* _ABOUT THIS TASK_
For this exercise, transcribe all of the entries exactly.

——

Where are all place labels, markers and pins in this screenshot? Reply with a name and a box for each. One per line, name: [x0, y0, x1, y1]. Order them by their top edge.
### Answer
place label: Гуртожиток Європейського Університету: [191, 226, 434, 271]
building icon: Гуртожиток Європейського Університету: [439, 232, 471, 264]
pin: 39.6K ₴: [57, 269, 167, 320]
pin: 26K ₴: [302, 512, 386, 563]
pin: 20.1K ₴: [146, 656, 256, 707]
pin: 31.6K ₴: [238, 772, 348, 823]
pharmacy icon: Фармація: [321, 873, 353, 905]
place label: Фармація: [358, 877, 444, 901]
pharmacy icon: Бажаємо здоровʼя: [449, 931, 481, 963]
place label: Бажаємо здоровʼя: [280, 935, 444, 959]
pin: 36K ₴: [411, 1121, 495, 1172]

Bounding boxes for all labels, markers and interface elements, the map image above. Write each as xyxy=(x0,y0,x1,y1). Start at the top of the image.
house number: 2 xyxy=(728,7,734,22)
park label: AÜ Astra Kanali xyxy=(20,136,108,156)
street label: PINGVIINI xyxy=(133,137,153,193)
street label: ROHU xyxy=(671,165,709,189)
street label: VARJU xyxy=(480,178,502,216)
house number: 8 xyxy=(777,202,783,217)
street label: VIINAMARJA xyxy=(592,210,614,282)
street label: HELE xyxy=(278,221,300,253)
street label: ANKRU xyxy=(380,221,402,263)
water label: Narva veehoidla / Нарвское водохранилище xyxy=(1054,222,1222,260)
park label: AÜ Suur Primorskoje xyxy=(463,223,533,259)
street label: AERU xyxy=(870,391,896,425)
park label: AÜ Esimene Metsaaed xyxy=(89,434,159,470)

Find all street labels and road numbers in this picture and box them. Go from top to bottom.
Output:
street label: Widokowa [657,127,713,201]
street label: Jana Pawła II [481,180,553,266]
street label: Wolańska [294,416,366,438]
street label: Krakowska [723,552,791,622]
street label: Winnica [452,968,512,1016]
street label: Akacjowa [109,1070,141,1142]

——

* _WRITTEN RESPONSE_
Where are all place labels, markers and pins in this screenshot? Reply with a name and a box for each. One per line, name: [x0, y0, x1, y1]. Order them by their top edge.
### Answer
place label: Гуртожиток Європейського Університету: [191, 226, 434, 271]
building icon: Гуртожиток Європейського Університету: [439, 232, 471, 264]
pin: 39.6K ₴: [57, 269, 167, 320]
pin: 26K ₴: [302, 512, 386, 563]
pin: 20.1K ₴: [146, 656, 256, 707]
pin: 31.6K ₴: [238, 772, 348, 823]
pharmacy icon: Фармація: [321, 873, 353, 905]
place label: Фармація: [358, 877, 444, 901]
pharmacy icon: Бажаємо здоровʼя: [449, 931, 481, 963]
place label: Бажаємо здоровʼя: [280, 935, 444, 959]
pin: 36K ₴: [411, 1121, 495, 1172]

Bounding boxes for all labels, markers and interface elements, the map image above. Write each as xyxy=(x0,y0,x1,y1). Start at the top of the image.
house number: 2 xyxy=(728,7,734,22)
park label: AÜ Astra Kanali xyxy=(20,136,108,156)
street label: PINGVIINI xyxy=(133,137,153,193)
street label: ROHU xyxy=(671,165,709,189)
street label: VARJU xyxy=(480,178,502,216)
house number: 8 xyxy=(777,202,783,217)
street label: VIINAMARJA xyxy=(592,210,614,282)
street label: HELE xyxy=(278,221,300,253)
street label: ANKRU xyxy=(380,221,402,263)
water label: Narva veehoidla / Нарвское водохранилище xyxy=(1054,222,1222,260)
park label: AÜ Suur Primorskoje xyxy=(463,223,533,259)
street label: AERU xyxy=(870,391,896,425)
park label: AÜ Esimene Metsaaed xyxy=(89,434,159,470)

Find all street labels and road numbers in this picture and box them. Go from top to bottom.
Output:
street label: Widokowa [657,127,713,201]
street label: Jana Pawła II [481,180,553,266]
street label: Wolańska [294,416,366,438]
street label: Krakowska [723,552,791,622]
street label: Winnica [452,968,512,1016]
street label: Akacjowa [109,1070,141,1142]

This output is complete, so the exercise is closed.